[[ Data supplied, beginning ]]
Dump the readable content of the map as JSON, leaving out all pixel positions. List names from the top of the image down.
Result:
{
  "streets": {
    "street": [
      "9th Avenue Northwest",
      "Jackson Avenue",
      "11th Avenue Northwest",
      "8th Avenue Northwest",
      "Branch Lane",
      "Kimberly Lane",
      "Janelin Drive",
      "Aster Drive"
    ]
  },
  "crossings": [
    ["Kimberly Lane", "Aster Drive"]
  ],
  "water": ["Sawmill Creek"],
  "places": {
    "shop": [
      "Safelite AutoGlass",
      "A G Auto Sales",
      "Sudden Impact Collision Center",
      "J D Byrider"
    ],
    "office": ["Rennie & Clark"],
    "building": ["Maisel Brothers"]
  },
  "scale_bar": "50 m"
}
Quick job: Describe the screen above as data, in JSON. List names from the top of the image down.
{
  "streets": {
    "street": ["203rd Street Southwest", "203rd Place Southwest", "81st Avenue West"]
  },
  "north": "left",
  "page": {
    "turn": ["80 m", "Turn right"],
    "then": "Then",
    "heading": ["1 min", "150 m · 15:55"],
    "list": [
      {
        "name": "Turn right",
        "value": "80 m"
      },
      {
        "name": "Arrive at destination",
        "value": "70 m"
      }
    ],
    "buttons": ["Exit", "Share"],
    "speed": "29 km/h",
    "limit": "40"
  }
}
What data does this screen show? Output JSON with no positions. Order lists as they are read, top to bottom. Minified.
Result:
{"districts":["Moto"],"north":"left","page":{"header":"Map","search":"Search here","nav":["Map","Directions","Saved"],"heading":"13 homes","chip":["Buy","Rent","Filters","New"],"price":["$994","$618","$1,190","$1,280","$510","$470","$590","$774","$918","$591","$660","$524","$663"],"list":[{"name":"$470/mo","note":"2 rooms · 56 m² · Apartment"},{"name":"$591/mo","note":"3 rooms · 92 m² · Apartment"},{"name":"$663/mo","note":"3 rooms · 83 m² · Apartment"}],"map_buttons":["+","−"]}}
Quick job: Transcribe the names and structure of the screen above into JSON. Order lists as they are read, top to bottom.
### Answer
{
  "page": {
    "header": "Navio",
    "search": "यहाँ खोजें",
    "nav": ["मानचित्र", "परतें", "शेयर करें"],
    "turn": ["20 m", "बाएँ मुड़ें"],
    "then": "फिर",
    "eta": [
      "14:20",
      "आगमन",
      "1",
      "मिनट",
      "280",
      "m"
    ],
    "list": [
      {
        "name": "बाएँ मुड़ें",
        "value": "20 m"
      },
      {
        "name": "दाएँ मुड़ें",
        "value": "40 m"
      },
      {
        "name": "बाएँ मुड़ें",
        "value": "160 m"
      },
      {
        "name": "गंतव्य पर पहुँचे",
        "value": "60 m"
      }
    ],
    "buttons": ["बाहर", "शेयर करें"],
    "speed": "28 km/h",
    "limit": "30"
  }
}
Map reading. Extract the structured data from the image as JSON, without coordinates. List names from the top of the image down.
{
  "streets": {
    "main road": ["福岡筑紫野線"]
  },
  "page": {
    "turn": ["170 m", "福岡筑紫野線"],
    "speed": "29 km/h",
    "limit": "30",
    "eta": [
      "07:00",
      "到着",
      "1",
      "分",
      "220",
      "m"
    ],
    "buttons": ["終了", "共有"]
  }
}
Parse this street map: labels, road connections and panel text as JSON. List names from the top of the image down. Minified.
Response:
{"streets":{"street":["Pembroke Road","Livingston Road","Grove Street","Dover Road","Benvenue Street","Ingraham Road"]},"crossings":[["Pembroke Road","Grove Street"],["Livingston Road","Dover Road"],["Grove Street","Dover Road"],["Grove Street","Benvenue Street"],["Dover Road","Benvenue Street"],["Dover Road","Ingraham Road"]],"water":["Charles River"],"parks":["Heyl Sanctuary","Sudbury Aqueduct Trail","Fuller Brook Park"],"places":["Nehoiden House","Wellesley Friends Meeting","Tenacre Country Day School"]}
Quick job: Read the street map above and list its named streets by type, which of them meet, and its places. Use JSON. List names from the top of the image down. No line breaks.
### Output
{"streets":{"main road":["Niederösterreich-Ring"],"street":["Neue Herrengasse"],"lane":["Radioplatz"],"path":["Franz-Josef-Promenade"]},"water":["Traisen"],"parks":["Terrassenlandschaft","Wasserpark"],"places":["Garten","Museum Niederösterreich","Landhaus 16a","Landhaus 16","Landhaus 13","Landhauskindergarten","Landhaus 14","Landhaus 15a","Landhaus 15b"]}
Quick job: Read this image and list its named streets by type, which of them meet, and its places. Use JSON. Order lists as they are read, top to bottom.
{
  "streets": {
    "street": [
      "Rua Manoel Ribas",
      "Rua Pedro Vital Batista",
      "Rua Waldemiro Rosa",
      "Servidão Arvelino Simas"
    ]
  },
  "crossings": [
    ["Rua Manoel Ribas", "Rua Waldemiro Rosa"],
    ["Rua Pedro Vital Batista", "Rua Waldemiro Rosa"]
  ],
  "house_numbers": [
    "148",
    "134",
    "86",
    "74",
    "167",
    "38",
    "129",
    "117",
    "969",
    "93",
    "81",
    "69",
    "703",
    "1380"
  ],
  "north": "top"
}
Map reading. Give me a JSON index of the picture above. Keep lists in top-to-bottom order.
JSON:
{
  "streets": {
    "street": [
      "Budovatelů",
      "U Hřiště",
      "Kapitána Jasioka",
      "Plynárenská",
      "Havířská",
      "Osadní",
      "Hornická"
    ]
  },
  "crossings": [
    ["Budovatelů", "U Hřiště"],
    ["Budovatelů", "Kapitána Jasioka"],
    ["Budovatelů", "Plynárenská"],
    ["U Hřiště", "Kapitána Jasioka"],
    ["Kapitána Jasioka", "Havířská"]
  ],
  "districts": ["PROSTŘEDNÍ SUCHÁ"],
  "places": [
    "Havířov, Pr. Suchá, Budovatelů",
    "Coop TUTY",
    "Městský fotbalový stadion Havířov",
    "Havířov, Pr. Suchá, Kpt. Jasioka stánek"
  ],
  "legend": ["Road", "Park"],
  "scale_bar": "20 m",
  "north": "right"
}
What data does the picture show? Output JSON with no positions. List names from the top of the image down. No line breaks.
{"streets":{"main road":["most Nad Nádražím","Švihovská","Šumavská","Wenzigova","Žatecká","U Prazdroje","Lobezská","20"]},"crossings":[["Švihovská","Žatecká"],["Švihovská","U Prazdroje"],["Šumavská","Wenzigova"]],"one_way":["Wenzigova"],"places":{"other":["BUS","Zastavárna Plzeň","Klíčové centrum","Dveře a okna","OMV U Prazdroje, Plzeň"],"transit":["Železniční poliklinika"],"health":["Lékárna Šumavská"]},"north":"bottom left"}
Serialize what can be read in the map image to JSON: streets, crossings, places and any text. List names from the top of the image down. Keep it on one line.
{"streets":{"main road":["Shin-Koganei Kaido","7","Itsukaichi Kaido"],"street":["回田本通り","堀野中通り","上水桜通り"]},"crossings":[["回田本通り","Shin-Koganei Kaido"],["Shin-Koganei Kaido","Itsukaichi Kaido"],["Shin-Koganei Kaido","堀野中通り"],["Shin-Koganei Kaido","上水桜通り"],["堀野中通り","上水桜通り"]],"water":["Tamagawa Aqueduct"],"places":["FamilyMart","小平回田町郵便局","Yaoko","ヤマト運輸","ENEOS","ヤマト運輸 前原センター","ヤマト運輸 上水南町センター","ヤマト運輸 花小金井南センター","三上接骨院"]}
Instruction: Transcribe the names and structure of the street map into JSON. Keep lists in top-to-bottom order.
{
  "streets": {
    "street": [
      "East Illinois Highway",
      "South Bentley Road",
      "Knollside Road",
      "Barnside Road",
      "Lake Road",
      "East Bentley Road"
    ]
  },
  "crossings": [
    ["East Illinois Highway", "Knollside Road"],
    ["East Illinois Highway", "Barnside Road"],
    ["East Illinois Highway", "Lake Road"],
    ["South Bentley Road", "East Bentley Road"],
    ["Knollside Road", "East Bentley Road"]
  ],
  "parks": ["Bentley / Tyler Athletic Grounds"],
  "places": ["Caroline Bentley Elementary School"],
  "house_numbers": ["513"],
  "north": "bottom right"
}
[[ Data supplied, end ]]
**Directions:**
Would you output, from the records above, exactly the run of lines that starts at the line containing "Map reading. Extract" and ends at the line containing "Parse this street", and only that run?

**Exercise result:**
Map reading. Extract the structured data from the image as JSON, without coordinates. List names from the top of the image down.
{
  "streets": {
    "main road": ["福岡筑紫野線"]
  },
  "page": {
    "turn": ["170 m", "福岡筑紫野線"],
    "speed": "29 km/h",
    "limit": "30",
    "eta": [
      "07:00",
      "到着",
      "1",
      "分",
      "220",
      "m"
    ],
    "buttons": ["終了", "共有"]
  }
}
Parse this street map: labels, road connections and panel text as JSON. List names from the top of the image down. Minified.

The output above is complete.